How to create a completely immutable tree hierarchy? Construction chicken and egg

Eric Lippert recently blogged about this problem. See his blog post Persistence, Facades and Roslyn's Red-Green Trees. Here's an excerpt:

We actually do the impossible by keeping two parse trees. The "green" tree is immutable, persistent, has no parent references, is built "bottom-up", and every node tracks its width but not its absolute position. When an edit happens we rebuild only the portions of the green tree that were affected by the edit, which is typically about O(log n) of the total parse nodes in the tree.

The "red" tree is an immutable facade that is built around the green tree; it is built "top-down" on demand and thrown away on every edit. It computes parent references by manufacturing them on demand as you descend through the tree from the top. It manufactures absolute positions by computing them from the widths, again, as you descend.


Two thoughts:

  1. Use some sort of tree factory. You could describe the tree using mutable structures, then have a factory that would assemble an immutable tree. Internally, the factory would have access to the fields of the different nodes and so could rewire internal pointers as necessary, but the produced tree would be immutable.

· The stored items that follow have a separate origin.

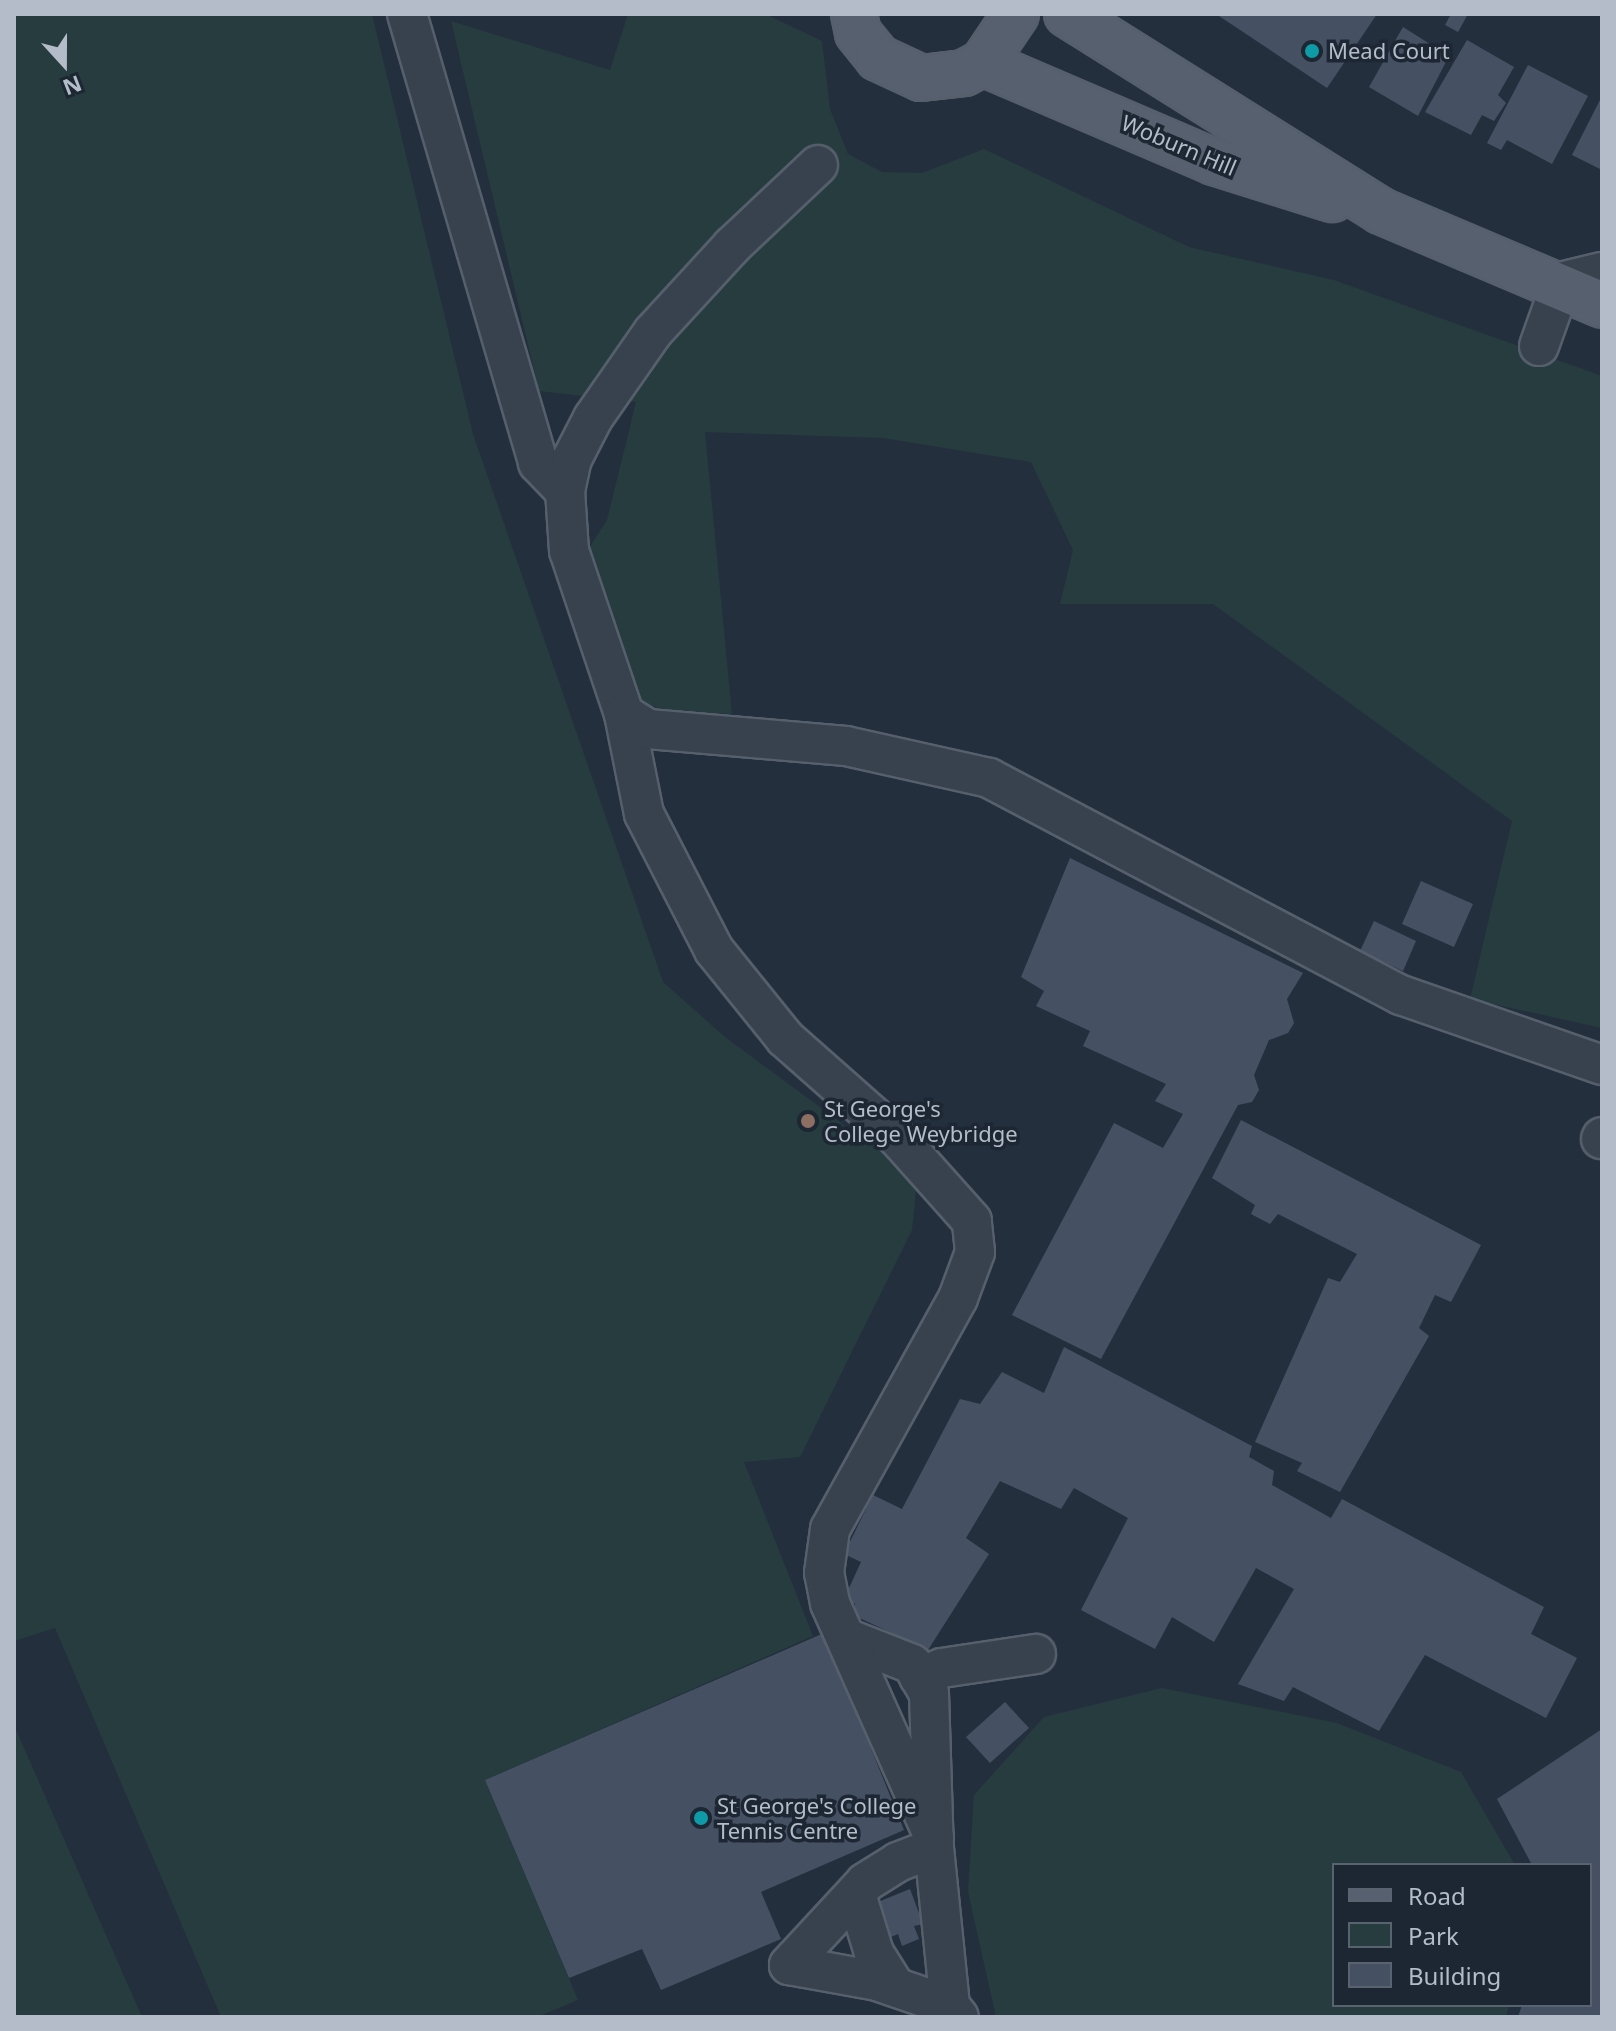 <!DOCTYPE html>
<style>
body{margin:0}
#map{position:relative;width:1616px;height:2031px;overflow:hidden;background:#242f3e;font-family:"Noto Sans",sans-serif}
div>[style]{position:absolute}
[style*='--x']{left:calc(var(--x)*1px);top:calc(var(--y)*1px);width:calc(var(--w)*1px);rotate:calc(var(--a)*1deg)}
.green>*{inset:0;background:#263c3f}
.building>*{inset:0;background:#455162}
.roads{filter:drop-shadow(2px 0 #565f6c) drop-shadow(-2px 0 #565f6c) drop-shadow(0 2px #565f6c) drop-shadow(0 -2px #565f6c)}
.minor>*{height:38px;margin:-19px;padding:0 19px;transform-origin:19px;border-radius:19px;background:#38414e}
.major>*{height:44px;margin:-22px;padding:0 22px;transform-origin:22px;border-radius:22px;background:#56606e}
.dots>*{width:22px;height:22px;translate:-50% -50%;box-sizing:border-box;border:4px solid #1d2633;border-radius:50%}
span{translate:-50% -50%;white-space:nowrap;text-align:center;line-height:1.15;-webkit-text-stroke:7px #1d2633;paint-order:stroke}
.poi-label{font-size:22px;color:#b4bcc9}
.left{translate:0 -50%;text-align:left}
.street-label{font-size:22px;color:#b4bcc9}
.frame{position:absolute;inset:0;border:16px solid #b4bcc9;pointer-events:none}
.legend{position:absolute;left:1332px;top:1863px;width:260px;height:144px;box-sizing:border-box;background:#1d2633;border:2px solid #59626f;margin:0;padding:10px 14px;list-style:none;font-size:24px;color:#b4bcc9}
.legend li{display:flex;align-items:center;gap:16px;height:40px}
.legend b{width:40px;border:2px solid #59626f}
.north{position:absolute;left:24px;top:24px;width:80px;height:80px;-webkit-text-stroke:6px #1d2633;paint-order:stroke;rotate:159deg;font-size:22px;font-weight:700;line-height:32px;text-align:center;color:#b4bcc9}
.north::after{content:'';display:block;margin:auto;width:28px;height:36px;background:#b4bcc9;clip-path:polygon(50% 0,100% 100%,50% 72%,0 100%)}
</style>
<div id="map">
<div class="green">
<i style="clip-path:polygon(14px 14px,372px 14px,473px 434px,663px 982px,725px 1037px,917px 1179px,912px 1230px,800px 1457px,744px 1462px,813px 1636px,485px 1780px,578px 2000px,537px 2017px,221px 2017px,55px 1628px,14px 1641px)"></i>
<i style="clip-path:polygon(628px 14px,765px 14px,822px 41px,830px 109px,848px 154px,882px 172px,922px 173px,984px 149px,1189px 247px,1334px 280px,1602px 376px,1602px 1028px,1470px 999px,1512px 821px,1213px 604px,1060px 604px,1073px 550px,1031px 462px,883px 438px,705px 432px,732px 714px,668px 712px,624px 694px,585px 554px,607px 520px,636px 402px,539px 391px,451px 21px,610px 70px)"></i>
<i style="clip-path:polygon(1162px 1688px,1337px 1723px,1461px 1772px,1515px 1865px,1334px 1865px,1334px 2005px,1509px 2005px,1506px 2017px,996px 2017px,968px 1892px,974px 1795px,1044px 1717px)"></i>
<i style="clip-path:polygon(14px 1725px,142px 2017px,14px 2017px)"></i>
</div>
<div class="building">
<i style="clip-path:polygon(1216px 14px,1377px 14px,1327px 88px)"></i>
<i style="clip-path:polygon(1451px 14px,1468px 14px,1458px 32px,1445px 25px)"></i>
<i style="clip-path:polygon(1403px 27px,1449px 56px,1418px 116px,1369px 87px)"></i>
<i style="clip-path:polygon(1467px 40px,1514px 67px,1498px 95px,1506px 103px,1494px 121px,1482px 115px,1471px 135px,1425px 112px)"></i>
<i style="clip-path:polygon(1528px 65px,1588px 96px,1552px 164px,1507px 140px,1501px 150px,1487px 143px)"></i>
<i style="clip-path:polygon(1602px 96px,1602px 170px,1572px 155px)"></i>
<i style="clip-path:polygon(1070px 858px,1303px 973px,1287px 999px,1294px 1023px,1288px 1033px,1269px 1040px,1254px 1075px,1259px 1090px,1252px 1102px,1238px 1105px,1101px 1359px,1012px 1315px,1114px 1123px,1163px 1148px,1183px 1114px,1155px 1101px,1166px 1084px,1083px 1046px,1090px 1031px,1036px 1006px,1044px 991px,1021px 977px)"></i>
<i style="clip-path:polygon(1421px 881px,1473px 904px,1454px 947px,1402px 924px)"></i>
<i style="clip-path:polygon(1374px 921px,1416px 941px,1403px 971px,1360px 951px)"></i>
<i style="clip-path:polygon(1241px 1120px,1481px 1245px,1451px 1302px,1435px 1295px,1419px 1328px,1429px 1336px,1340px 1492px,1297px 1471px,1302px 1463px,1255px 1442px,1328px 1278px,1340px 1282px,1357px 1254px,1278px 1214px,1270px 1224px,1251px 1214px,1255px 1205px,1212px 1178px)"></i>
<i style="clip-path:polygon(1064px 1347px,1252px 1446px,1249px 1457px,1274px 1471px,1272px 1485px,1331px 1518px,1342px 1499px,1544px 1607px,1531px 1634px,1577px 1658px,1546px 1718px,1425px 1655px,1379px 1731px,1293px 1687px,1284px 1701px,1238px 1684px,1294px 1589px,1256px 1568px,1214px 1642px,1172px 1617px,1155px 1649px,1081px 1610px,1128px 1518px,1074px 1488px,1061px 1509px,1000px 1481px,966px 1538px,989px 1554px,928px 1650px,853px 1615px,855px 1604px,844px 1599px,861px 1562px,844px 1554px,873px 1495px,902px 1509px,960px 1399px,980px 1404px,1002px 1372px,1044px 1393px)"></i>
<i style="clip-path:polygon(824px 1633px,904px 1830px,761px 1892px,781px 1939px,661px 1990px,642px 1949px,569px 1978px,485px 1780px)"></i>
<i style="clip-path:polygon(1005px 1702px,1029px 1728px,990px 1763px,966px 1737px)"></i>
<i style="clip-path:polygon(1602px 1729px,1602px 2017px,1518px 2017px,1522px 2005px,1590px 2005px,1590px 1865px,1532px 1865px,1497px 1799px)"></i>
<i style="clip-path:polygon(910px 1889px,923px 1924px,914px 1926px,919px 1939px,902px 1946px,898px 1934px,891px 1937px,878px 1902px)"></i>
</div>
<div class="roads">
<div class="minor">
<i style="--x:407;--y:14;--w:468;--a:73.7"></i>
<i style="--x:538;--y:463;--w:39;--a:46"></i>
<i style="--x:1552;--y:284;--w:51;--a:-13.5"></i>
<i style="--x:1539;--y:346;--w:63;--a:-70.4"></i>
<i style="--x:624;--y:714;--w:172;--a:-108.6"></i>
<i style="--x:569;--y:551;--w:60;--a:-93.8"></i>
<i style="--x:565;--y:491;--w:33;--a:-78"></i>
<i style="--x:572;--y:459;--w:46;--a:-62.9"></i>
<i style="--x:593;--y:418;--w:105;--a:-55.1"></i>
<i style="--x:653;--y:332;--w:117;--a:-47.4"></i>
<i style="--x:732;--y:246;--w:118;--a:-43.3"></i>
<i style="--x:1601;--y:1139;--w:2;--a:-63"></i>
<i style="--x:846;--y:1638;--w:71;--a:21.5"></i>
<i style="--x:912;--y:1664;--w:34;--a:60"></i>
<i style="--x:929;--y:1693;--w:155;--a:88.2"></i>
<i style="--x:934;--y:1848;--w:159;--a:84.2"></i>
<i style="--x:950;--y:2006;--w:14;--a:51"></i>
<i style="--x:919;--y:1677;--w:25;--a:-21"></i>
<i style="--x:942;--y:1668;--w:95;--a:-8.5"></i>
<i style="--x:934;--y:1837;--w:256;--a:-114"></i>
<i style="--x:830;--y:1603;--w:31;--a:-101"></i>
<i style="--x:824;--y:1573;--w:44;--a:-82.2"></i>
<i style="--x:830;--y:1529;--w:264;--a:-61"></i>
<i style="--x:958;--y:1298;--w:49;--a:-69.7"></i>
<i style="--x:975;--y:1252;--w:31;--a:-96"></i>
<i style="--x:972;--y:1221;--w:110;--a:-131.7"></i>
<i style="--x:899;--y:1139;--w:152;--a:-138.5"></i>
<i style="--x:785;--y:1038;--w:113;--a:-128.9"></i>
<i style="--x:714;--y:950;--w:153;--a:-117.2"></i>
<i style="--x:644;--y:814;--w:102;--a:-101.3"></i>
<i style="--x:624;--y:714;--w:28;--a:32"></i>
<i style="--x:648;--y:729;--w:199;--a:4.9"></i>
<i style="--x:846;--y:746;--w:147;--a:12.6"></i>
<i style="--x:989;--y:778;--w:466;--a:27.8"></i>
<i style="--x:1401;--y:995;--w:213;--a:19.2"></i>
<i style="--x:934;--y:1848;--w:39;--a:159"></i>
<i style="--x:898;--y:1862;--w:39;--a:148"></i>
<i style="--x:865;--y:1883;--w:112;--a:132.8"></i>
<i style="--x:789;--y:1965;--w:89;--a:10.3"></i>
<i style="--x:877;--y:1981;--w:77;--a:18.9"></i>
<i style="--x:856;--y:1894;--w:62;--a:73"></i>
<i style="--x:874;--y:1953;--w:40;--a:58"></i>
</div>
<div class="major">
<i style="--x:854;--y:14;--w:19;--a:78"></i>
<i style="--x:858;--y:33;--w:32;--a:51"></i>
<i style="--x:878;--y:58;--w:47;--a:24.9"></i>
<i style="--x:921;--y:78;--w:43;--a:-6.6"></i>
<i style="--x:964;--y:73;--w:21;--a:-28"></i>
<i style="--x:983;--y:63;--w:59;--a:-56"></i>
<i style="--x:1067;--y:14;--w:371;--a:32.1"></i>
<i style="--x:1381;--y:211;--w:240;--a:23"></i>
<i style="--x:983;--y:63;--w:251;--a:23.2"></i>
<i style="--x:1214;--y:162;--w:124;--a:17.4"></i>
</div>
</div>
<div class="dots">
<i style="left:1312px;top:51px;background:#0f9aa8"></i>
<i style="left:808px;top:1121px;background:#8d6e63"></i>
<i style="left:701px;top:1818px;background:#0f9aa8"></i>
</div>
<div class="poi-label">
<span class="left" style="left:1328px;top:51px">Mead Court</span>
<span class="left" style="left:824px;top:1121px">St George's<br>College Weybridge</span>
<span class="left" style="left:717px;top:1818px">St George's College<br>Tennis Centre</span>
</div>
<div class="street-label">
<span style="left:1179px;top:145px;rotate:23deg">Woburn Hill</span>
</div>
<div class="frame"></div>
<ul class="legend">
<li><b style="height:10px;background:#56606e"></b>Road</li>
<li><b style="height:22px;background:#263c3f"></b>Park</li>
<li><b style="height:22px;background:#455162"></b>Building</li>
</ul>
<div class="north">N</div>
</div>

  2. Build an immutable tree wrapper around a mutable tree. That is, have the tree construction use mutable nodes, but then build a wrapper class that then provides an immutable view of the tree. This is similar to (1), but doesn't have an explicit factory.

Hope this helps!


You've correctly stated your problem as one of chicken and egg. Another way of restating the problem that might shed a solution is that you want to grow a tree (root, trunk, leaves and all - all at once).

Once you accept that the computer can only process things step by step, a series of possible solution emerges:

  1. Have a look at how Clojure creates immutable data structures. In Clojure's case, each operation on a tree (such as adding a node) returns a new tree.

  2. Make tree creation atomic. You can create a special format and then deserialize the tree. Since all serialization methods are internal, you do not have to expose any mutable methods.

  3. Just before the factory returns a constructed tree, lock it down with a flag first. This is an analog of atomic operation.

  4. Use package level methods to construct the tree. This way the mutation methods on nodes couldn't be accessed by external packages.

  5. Create nodes on the fly when they are accessed. This means your internal tree representation can never be changed, since changing the nodes have no effect on your tree structure.